Soleïman se balança longtemps de droite à gauche, si bien qu’Almazan put croire qu’il n’ajouterait plus un mot.

— Non. Tout est voilé. Il y a de grandes catastrophes. La volonté humaine peut toujours modifier ce qui paraît inévitable, mais elle est elle-même prisonnière des causes. Il y a des villes détruites et tellement de sang répandu ! Et ce ne sont pas seulement des corps, il y a bien des âmes qui périssent ! Le mal semble triompher. Je vois comme une marée sombre qui roule le fanatisme et l’ignorance. L’esprit recule et semble mourir. C’est l’effort spirituel de toute une race qui est anéanti. Et ce qui déclanche cet événement gigantesque c’est peut-être l’injustice commise sur une âme, dans une autre existence, par l’homme qui est derrière moi.

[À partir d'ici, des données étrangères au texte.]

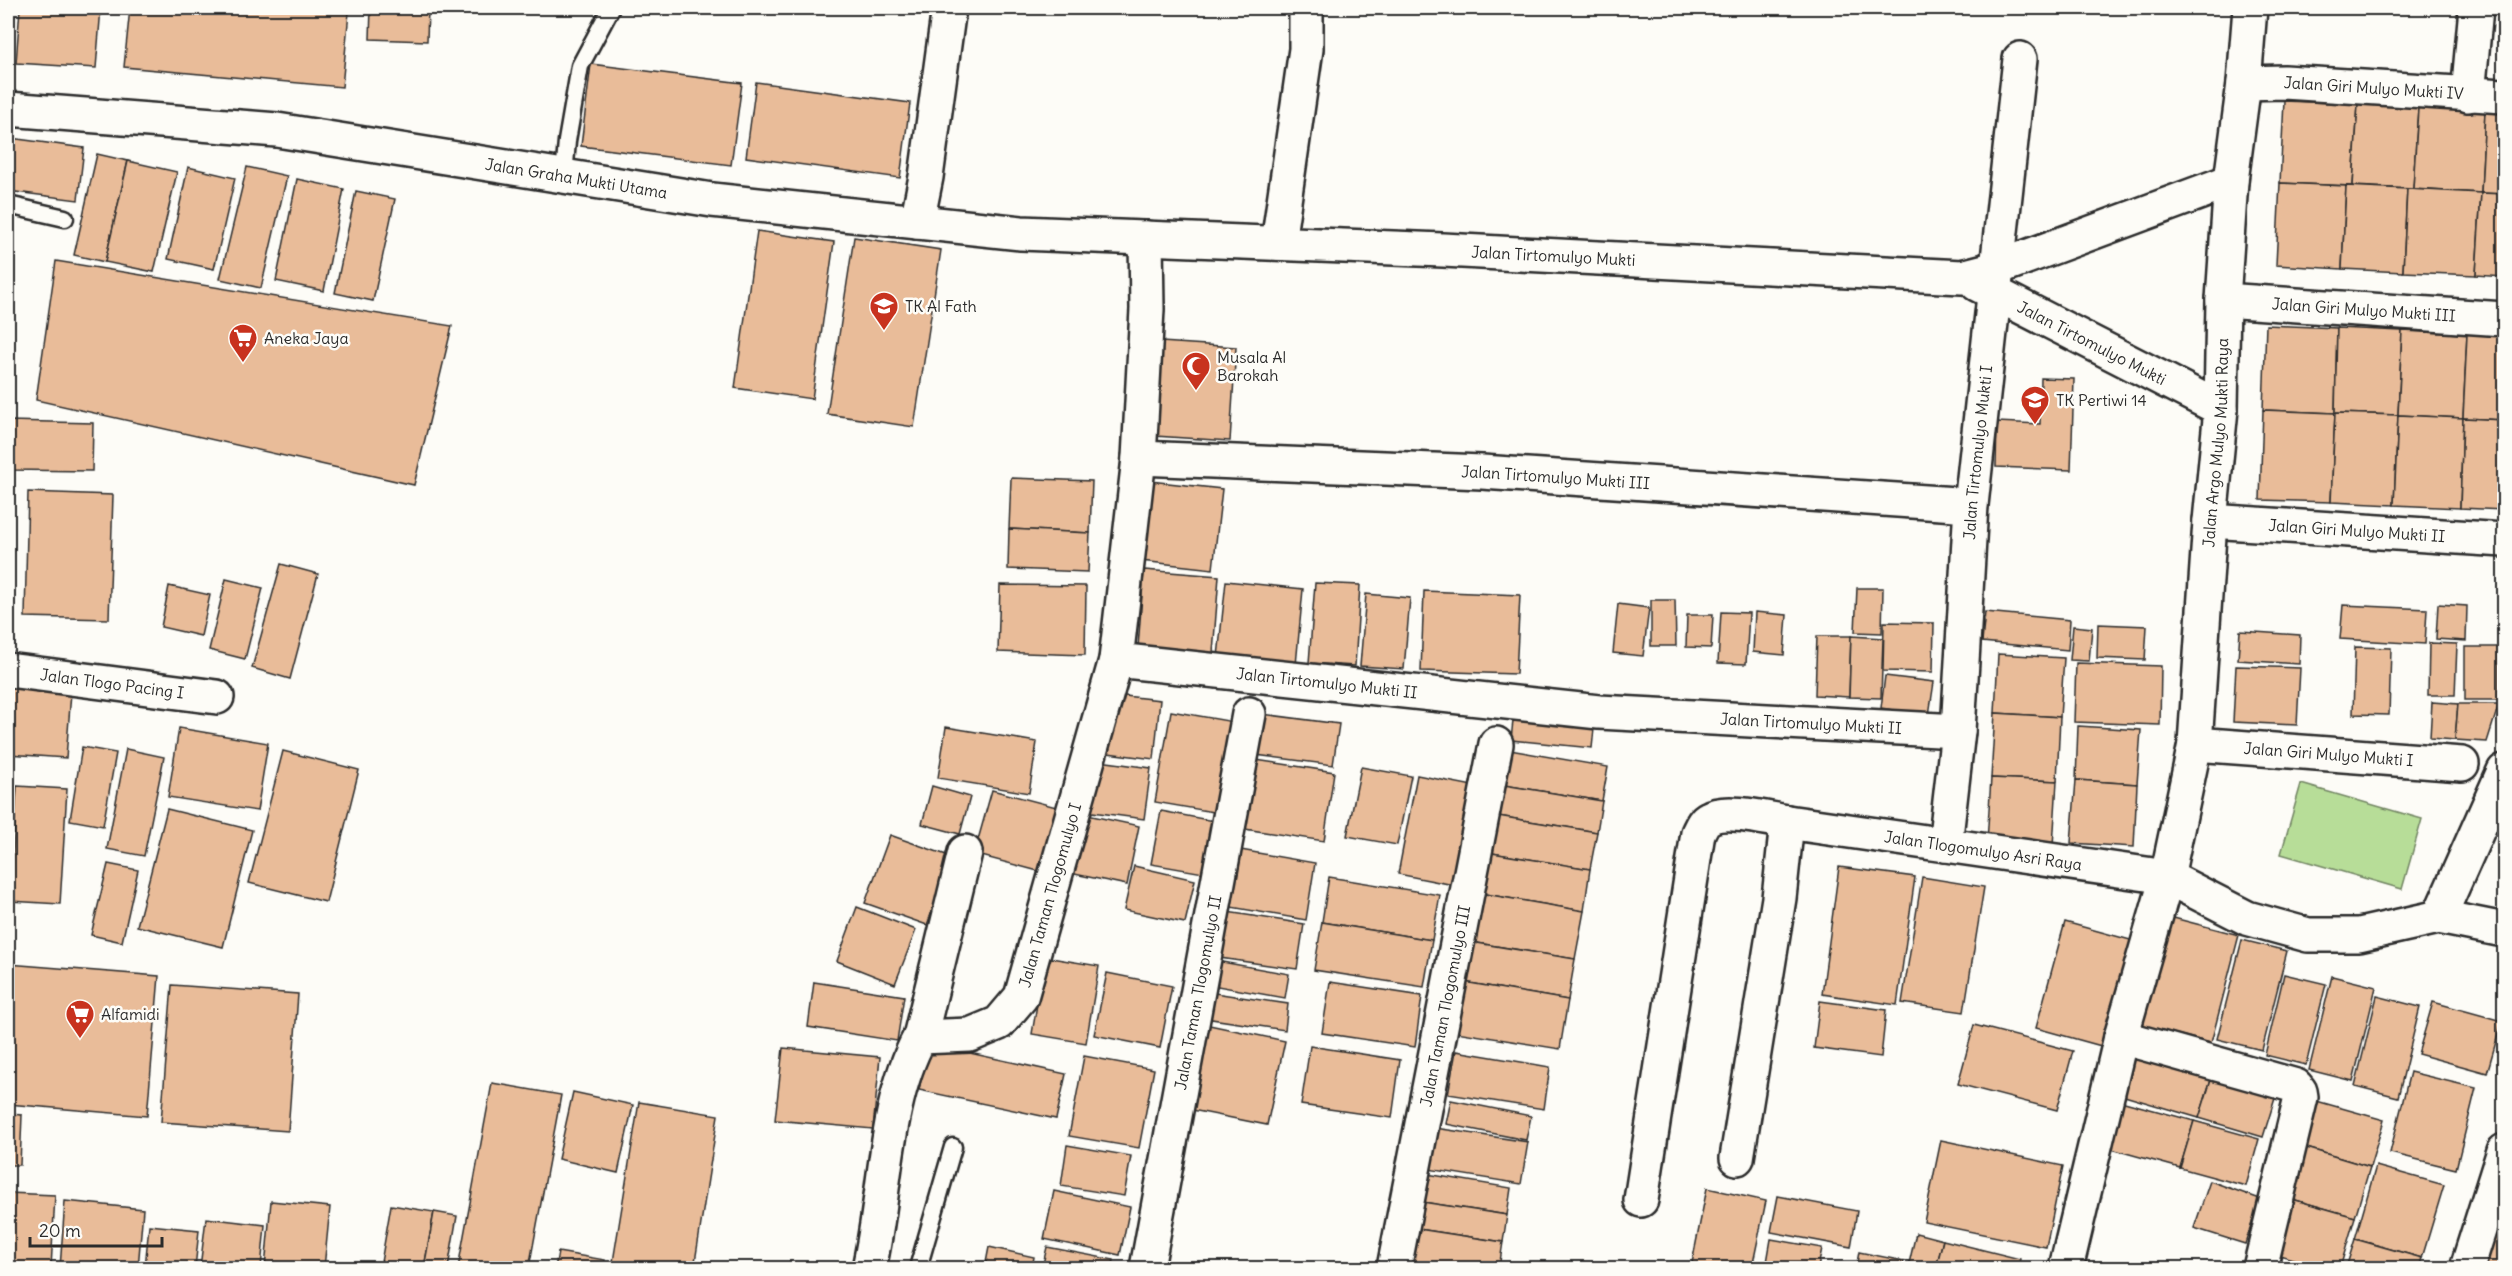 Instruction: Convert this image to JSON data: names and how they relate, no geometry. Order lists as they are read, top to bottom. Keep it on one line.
{"streets":{"street":["Jalan Giri Mulyo Mukti IV","Jalan Graha Mukti Utama","Jalan Tirtomulyo Mukti","Jalan Giri Mulyo Mukti III","Jalan Argo Mulyo Mukti Raya","Jalan Tirtomulyo Mukti I","Jalan Tirtomulyo Mukti III","Jalan Giri Mulyo Mukti II","Jalan Tirtomulyo Mukti II","Jalan Tlogo Pacing I","Jalan Giri Mulyo Mukti I","Jalan Tlogomulyo Asri Raya","Jalan Taman Tlogomulyo I","Jalan Taman Tlogomulyo II","Jalan Taman Tlogomulyo III"]},"crossings":[["Jalan Giri Mulyo Mukti IV","Jalan Argo Mulyo Mukti Raya"],["Jalan Graha Mukti Utama","Jalan Tirtomulyo Mukti"],["Jalan Tirtomulyo Mukti","Jalan Argo Mulyo Mukti Raya"],["Jalan Tirtomulyo Mukti","Jalan Tirtomulyo Mukti I"],["Jalan Giri Mulyo Mukti III","Jalan Argo Mulyo Mukti Raya"],["Jalan Argo Mulyo Mukti Raya","Jalan Giri Mulyo Mukti II"],["Jalan Argo Mulyo Mukti Raya","Jalan Giri Mulyo Mukti I"],["Jalan Argo Mulyo Mukti Raya","Jalan Tlogomulyo Asri Raya"],["Jalan Tirtomulyo Mukti I","Jalan Tirtomulyo Mukti III"],["Jalan Tirtomulyo Mukti I","Jalan Tirtomulyo Mukti II"],["Jalan Tirtomulyo Mukti I","Jalan Tlogomulyo Asri Raya"],["Jalan Tirtomulyo Mukti II","Jalan Taman Tlogomulyo I"]],"places":{"school or university":["TK Al Fath","TK Pertiwi 14"],"supermarket":["Aneka Jaya","Alfamidi"],"mosque":["Musala Al Barokah"]},"scale_bar":"20 m"}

Soleïman avait laissé retomber sa tête en avant et il semblait ne plus vouloir parler davantage. Rosenkreutz s’était levé en silence et il fit signe à Almazan de le suivre.

Dehors la pluie avait cessé mais le vent soufflait en tempête. La ville des lépreux était déserte. Ils en sortirent et marchèrent vers Grenade. Mais Almazan ne se hâtait plus.

— Ai-je mal compris ce qu’a dit Soleïman, demanda-t-il ? Comment une action accomplie par moi dans une autre vie pourrait-elle avoir de si incalculables conséquences ?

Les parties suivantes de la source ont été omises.